Local District Nursing Associations were responsible for employing and paying District Nurses, and providing homes for them to live in, prior to the creation of the National Health Service in July 1948. Largo was one of the first places in Fife to have a District Nurse. Details of how this came about are provided by the 1932 'Largo Village Book'. It states:
"About 45 years ago, Mrs Baxter of Teasses, feeling there was a great need for a nurse to care for the old people and to attend maternity cases, called a meeting of a few of the neighbours likely to be interested. They agreed that a nurse would be a great benefit in the place and so decided to have one. The nurse was supported at first entirely by private subscription but as time went on, and her work increased, and the patients found out how much her work meant to them, they began to contribute too.
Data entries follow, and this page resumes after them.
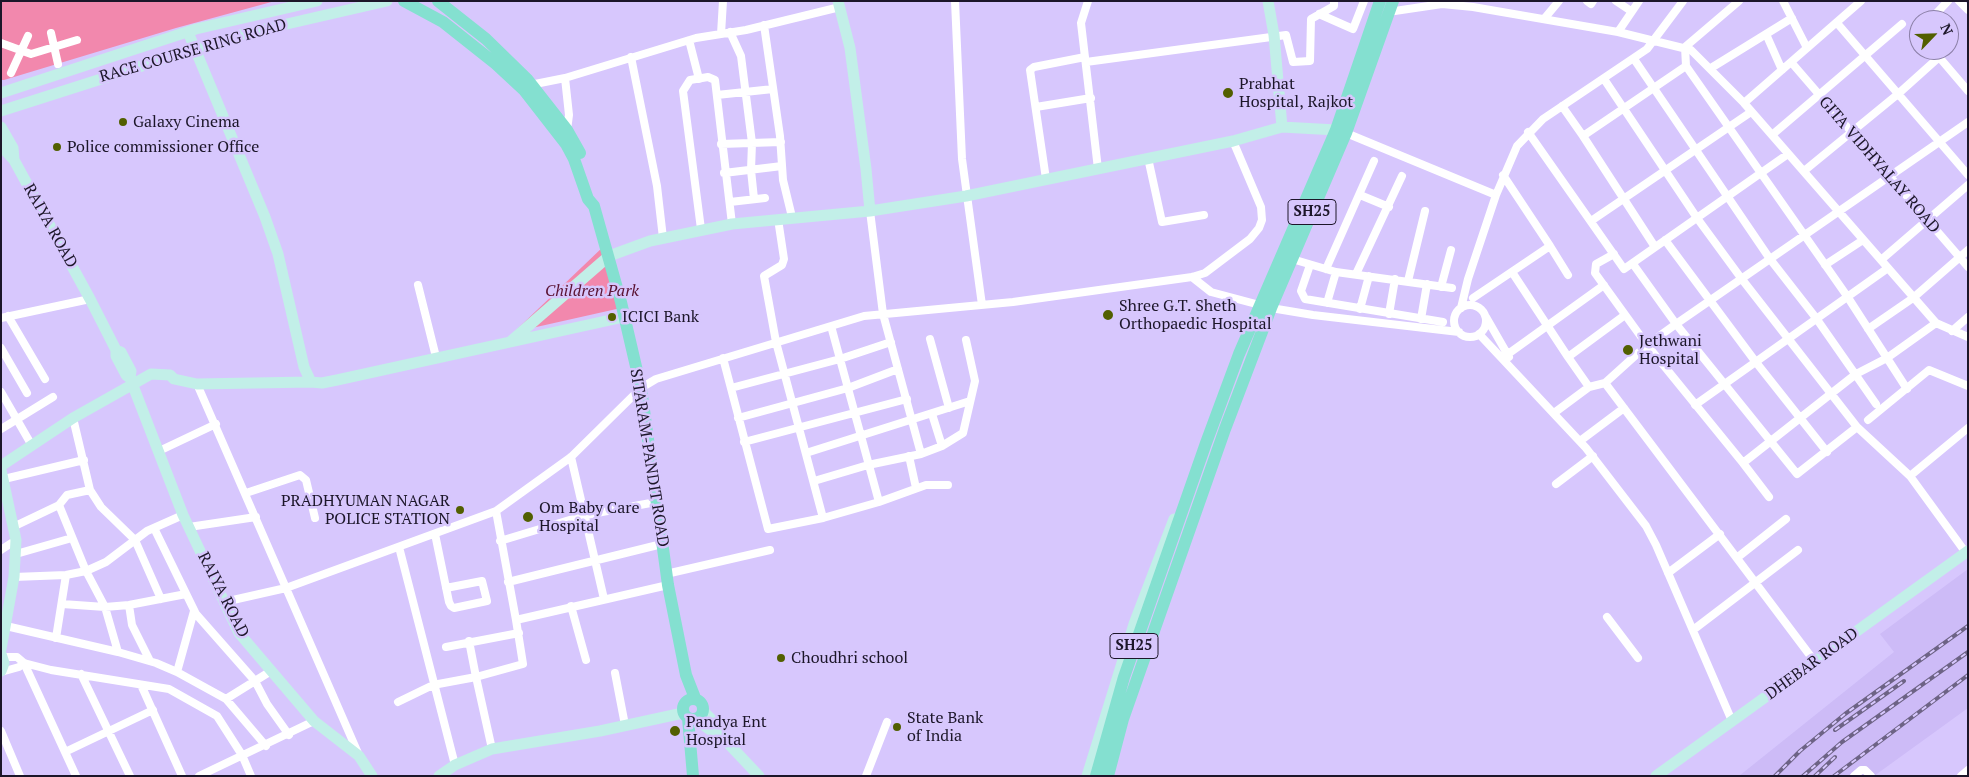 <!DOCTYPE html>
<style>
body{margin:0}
#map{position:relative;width:1969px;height:777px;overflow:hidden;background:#d7c7fd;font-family:"PT Serif",serif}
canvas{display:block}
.frame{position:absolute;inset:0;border:2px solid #1c1629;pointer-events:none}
.north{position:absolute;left:1909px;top:10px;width:50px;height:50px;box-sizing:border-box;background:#d7c7fd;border:1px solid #8c80a8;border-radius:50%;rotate:66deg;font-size:14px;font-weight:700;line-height:20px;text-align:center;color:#1c1629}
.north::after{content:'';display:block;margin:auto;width:18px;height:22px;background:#525f00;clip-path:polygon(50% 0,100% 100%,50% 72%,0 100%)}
</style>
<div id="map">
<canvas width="1969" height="777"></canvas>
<div class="frame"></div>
<div class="north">N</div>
</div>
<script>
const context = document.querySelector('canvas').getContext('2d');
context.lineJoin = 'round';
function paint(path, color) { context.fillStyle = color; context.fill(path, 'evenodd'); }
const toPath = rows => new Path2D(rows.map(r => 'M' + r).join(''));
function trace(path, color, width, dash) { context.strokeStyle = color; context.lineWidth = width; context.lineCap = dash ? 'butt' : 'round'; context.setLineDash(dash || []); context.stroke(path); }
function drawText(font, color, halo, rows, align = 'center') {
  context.font = font + ' "PT Serif",serif'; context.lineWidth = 5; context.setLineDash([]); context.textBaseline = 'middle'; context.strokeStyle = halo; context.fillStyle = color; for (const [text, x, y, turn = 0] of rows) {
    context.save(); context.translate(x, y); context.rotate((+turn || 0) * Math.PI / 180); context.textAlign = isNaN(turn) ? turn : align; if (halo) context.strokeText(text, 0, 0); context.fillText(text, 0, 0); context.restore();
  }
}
paint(toPath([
 [1968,569,1968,708,1874,776,1739,776,1894,652,1880,634]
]), '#cdbbf7');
paint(toPath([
 [1,1,275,1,176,28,4,80,1,80],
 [605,245,621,308,514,332]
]), '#f288ad');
trace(toPath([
 [955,1,962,159,982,305],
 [1088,1,1081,23,1098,169],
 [1587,1,1591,4,1593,1],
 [1616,1,1631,11],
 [1739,1,1685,47,1686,66,1847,296,1907,389],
 [1783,1,1807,48],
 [1959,1,1968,10],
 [1388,12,1442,4,1473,7,1618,32,1691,50,1744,103,1936,323,1968,337],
 [1319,14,1353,29,1364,1],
 [1544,19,1559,1],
 [1930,20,1948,1],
 [1837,23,1968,175],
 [764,25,780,136,783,180,792,217],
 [730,32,741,56,752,143,751,170,754,199],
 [1618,32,1639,1],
 [51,33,58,64],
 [721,34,723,1],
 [1766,34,1782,70],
 [689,40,699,79],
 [1,43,31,54,77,40],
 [631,57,657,186,663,238],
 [1939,57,1968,91],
 [1634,59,1770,259,1816,318,1876,404],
 [1086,62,1286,35,1293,62,1310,61,1311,19,1334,6,1334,1],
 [1791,62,1968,267],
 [1711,68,1792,18],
 [11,73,28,36],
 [1604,79,1697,218,1741,278,1857,427,1910,476,1966,553],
 [530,85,565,78],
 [717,95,773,89],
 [1744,103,1861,1],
 [1562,106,1583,136],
 [1036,107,1091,98],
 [567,130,569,115,565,78,696,38,746,30,840,7],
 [1528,132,1624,269,1788,154],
 [1346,133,1496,195],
 [1772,135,1902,24],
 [721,144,781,142],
 [1148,158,1162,222,1204,215],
 [1804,171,1898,94,1947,50],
 [724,173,782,166],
 [1046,179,1030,70,1034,67,1085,57],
 [1360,195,1389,207],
 [730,202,765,198],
 [870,211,883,314,921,454],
 [1591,221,1751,112],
 [701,229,683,91,690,80,708,77,715,80,732,224],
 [1665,240,1755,361,1827,452],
 [1550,246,1568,275],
 [1655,247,1583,136,1686,66],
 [1614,254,1596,264,1595,273,1647,345,1743,463,1856,374,1887,358,1936,323],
 [1292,259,1336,272,1452,288],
 [1881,260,1968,185],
 [1633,264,1676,324,1797,474,1857,427],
 [1310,265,1301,291,1305,299,1443,322],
 [1825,265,1863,240],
 [1326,269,1374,161],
 [1512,272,1568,357],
 [1356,274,1402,176],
 [1192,277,1211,292,1271,308,1313,315,1459,332],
 [1408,281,1425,211],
 [418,285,436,357],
 [1441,287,1451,250],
 [1473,298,1550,246,1503,175],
 [1327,303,1336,272],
 '1454 321a16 16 0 1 1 32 0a16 16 0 1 1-32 0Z',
 [1461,308,1468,279,1496,195,1517,146,1543,119,1647,49,1683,1],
 [1360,309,1369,276],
 [1389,314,1395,279],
 [1625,315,1568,357,1589,387,1605,383,1647,345,1676,324,1968,122],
 [8,316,45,379],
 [1486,317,1509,357],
 [1,318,90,299],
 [1421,319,1427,284],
 [1868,329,1913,298,1968,250],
 [1952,331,1968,317],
 [1479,334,1586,448,1646,526,1656,545,1732,721],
 [930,339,949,408],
 [1,348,27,393],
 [1508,354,1604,285],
 [723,358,768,529,823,518,776,342,764,276,782,265,784,259,778,219],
 [1605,383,1815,662],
 [197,384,358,753],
 [731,388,840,359,891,342],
 [1,392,31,444],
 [1695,405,1888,268],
 [1554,413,1589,387],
 [932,414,942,446],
 [73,418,90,490,67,495,59,505,86,571,105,607,118,652],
 [738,418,848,388,898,369],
 [1868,420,1929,370,1968,386],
 [1,429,53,397],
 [1580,441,1624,408],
 [744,442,907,399],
 [159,451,216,424],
 [806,453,970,401],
 [909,456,916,488],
 [571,457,604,599],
 [1743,463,1769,497],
 [1910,476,1968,428],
 [4,479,84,460],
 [814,481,868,465,921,454,942,446,963,433,975,381,966,340],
 [1556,484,1593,456],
 [90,490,101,507,135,540,161,599],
 [246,493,300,475,306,480,315,518],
 [879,502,926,485,948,485],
 [496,511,516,620,668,585],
 [823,518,879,502,831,326],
 [15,526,59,505],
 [189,527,256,517],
 [154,528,196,614,255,681,267,704,289,735],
 [435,534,449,602,451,606,454,608,487,601,482,581,446,588],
 [500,541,586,515,656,502],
 [399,547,455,765],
 [1,550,16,540],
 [16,554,72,538],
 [1738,557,1786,519],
 [1668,573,1720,534],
 [666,574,770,550],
 [14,577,66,575,86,571,106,562,147,531,183,515],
 [508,582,662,544],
 [224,602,286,588,496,511,571,457,641,388,656,379,864,316,1013,302,1192,277,1205,273,1250,239,1259,228,1262,220,1261,207,1233,141],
 [62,604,105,607,129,605,186,594],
 [129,605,132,625,150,661],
 [571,606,586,660],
 [1607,617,1638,658],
 [6,626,118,652,156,663,177,672,226,699,266,746],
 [1693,630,1798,550],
 [56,638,66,575],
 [446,647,519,633],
 [3,657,17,657,24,663,51,670,169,689,217,716,242,755,251,776],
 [24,663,76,776],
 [1,672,19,667,24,663],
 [177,672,194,611],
 [615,673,625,725],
 [81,674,130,776],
 [142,687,182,776],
 [226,699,271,671],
 [398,702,433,685,476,677,469,641],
 [1,731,20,776],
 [492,749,476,677,523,664,516,620],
 [65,752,153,710],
 [199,776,314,721],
 [866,776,887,722],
 [1854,776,1861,770,1865,770,1871,776],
 [1961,776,1968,770]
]), '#fff', 8);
trace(toPath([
 [838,1,850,48,866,169,870,211],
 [1268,1,1274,35,1282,127],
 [188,32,265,217,278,254,304,367,311,382,322,383,337,380,624,317],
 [1,93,196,29,317,1],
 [1,111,239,35,387,1],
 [1,127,13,148,14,160,90,299,116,350,116,356,126,375,130,378,131,371,121,352,116,350],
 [1,146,14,160],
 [510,342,609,256,650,241,732,224,870,211,966,196,1233,141,1282,127,1336,130],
 [130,378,183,515,239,633,314,721,359,756,372,776],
 [1,466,73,418,151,374,170,375,174,379,197,384,311,382],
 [1,470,16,540,14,577,1,649],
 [1,654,4,663,1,671],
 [703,711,714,722,725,740,759,776],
 [695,719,723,739],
 [439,776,455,765,492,749,600,731,683,713],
 [1087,776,1134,624,1174,519],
 [1656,776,1968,551]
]), '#c2efe8', 11);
trace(toPath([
 [404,1,443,22,496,64,524,90,566,144,574,159,588,199,594,206,621,302,641,388,668,585,686,675,695,698],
 [438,1,486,39,527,79,567,130,580,153],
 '683 709a10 10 0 1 1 20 0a10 10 0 1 1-20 0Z',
 [688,718,693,776],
 [1096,776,1124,677,1206,443,1239,354,1336,130,1380,1],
 [1108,776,1123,719,1225,429,1271,308,1346,133,1393,1]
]), '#84e0d0', 12);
const rail = toPath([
 [1835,730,1904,681],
 [1775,776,1800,751,1845,714,1968,626],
 [1803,776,1842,742,1968,652],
 [1815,776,1835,757],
 [1834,776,1968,675]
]);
trace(rail, '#6d6385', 4);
trace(rail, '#d7c7fd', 2, [5.5]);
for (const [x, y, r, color] of [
 [1228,93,6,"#525f00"],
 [123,122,5,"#525f00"],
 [57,147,5,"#525f00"],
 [1108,315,6,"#525f00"],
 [612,317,5,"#525f00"],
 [1628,350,6,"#525f00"],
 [460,510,5,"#525f00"],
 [528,517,6,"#525f00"],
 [781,658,5,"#525f00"],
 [897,727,5,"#525f00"],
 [675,731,6,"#525f00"]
]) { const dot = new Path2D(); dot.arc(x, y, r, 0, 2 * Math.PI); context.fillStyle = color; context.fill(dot); trace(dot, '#d7c7fd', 2); }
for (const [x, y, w] of [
 [1312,212,48],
 [1134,646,48]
]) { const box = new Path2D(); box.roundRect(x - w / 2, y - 12.5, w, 25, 4); context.fillStyle = '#d7c7fd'; context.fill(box); trace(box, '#1c1629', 1); }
drawText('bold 15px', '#1c1629', null, [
 ["SH25",1312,212],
 ["SH25",1134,646]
]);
drawText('16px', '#1c1629', '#d7c7fd', [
 ["RACE COURSE RING ROAD",193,51,-16],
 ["GITA VIDHYALAY ROAD",1879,165,49],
 ["RAIYA ROAD",50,226,61],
 ["SITARAM-PANDIT ROAD",649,458,81],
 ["RAIYA ROAD",223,595,63],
 ["DHEBAR ROAD",1812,664,-36]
]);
drawText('16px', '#1c1629', '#d7c7fd', [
 ["Prabhat",1239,84],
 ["Hospital, Rajkot",1239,102],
 ["Galaxy Cinema",133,122],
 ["Police commissioner Office",67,147],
 ["Shree G.T. Sheth",1119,306],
 ["Orthopaedic Hospital",1119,324],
 ["ICICI Bank",622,317],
 ["Jethwani",1639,341],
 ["Hospital",1639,359],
 ["PRADHYUMAN NAGAR",450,501,"right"],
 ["POLICE STATION",450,519,"right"],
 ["Om Baby Care",539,508],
 ["Hospital",539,526],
 ["Choudhri school",791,658],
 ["State Bank",907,718],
 ["of India",907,736],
 ["Pandya Ent",686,722],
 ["Hospital",686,740]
], 'left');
drawText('italic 16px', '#5a1232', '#d7c7fd', [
 ["Children Park",592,291]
]);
</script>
This rather happy-go-lucky method went on very successfully until after the War, then it was agreed to form a District Nursing Association, with an annual subscription for members of 5s per annum."
By June 1926, plans had been lodged for "a most inviting little home with two bay windows facing the Largo Road and Memorial." The Leven Mail of 30 June went on to say that "the accommodation will include a committee meeting room, nurse's bedroom and caretaker's bedroom." The 'Largo Village Book' notes that it was Mrs Paxton of Homelands who gave the cottage and that it was handed over in 1927.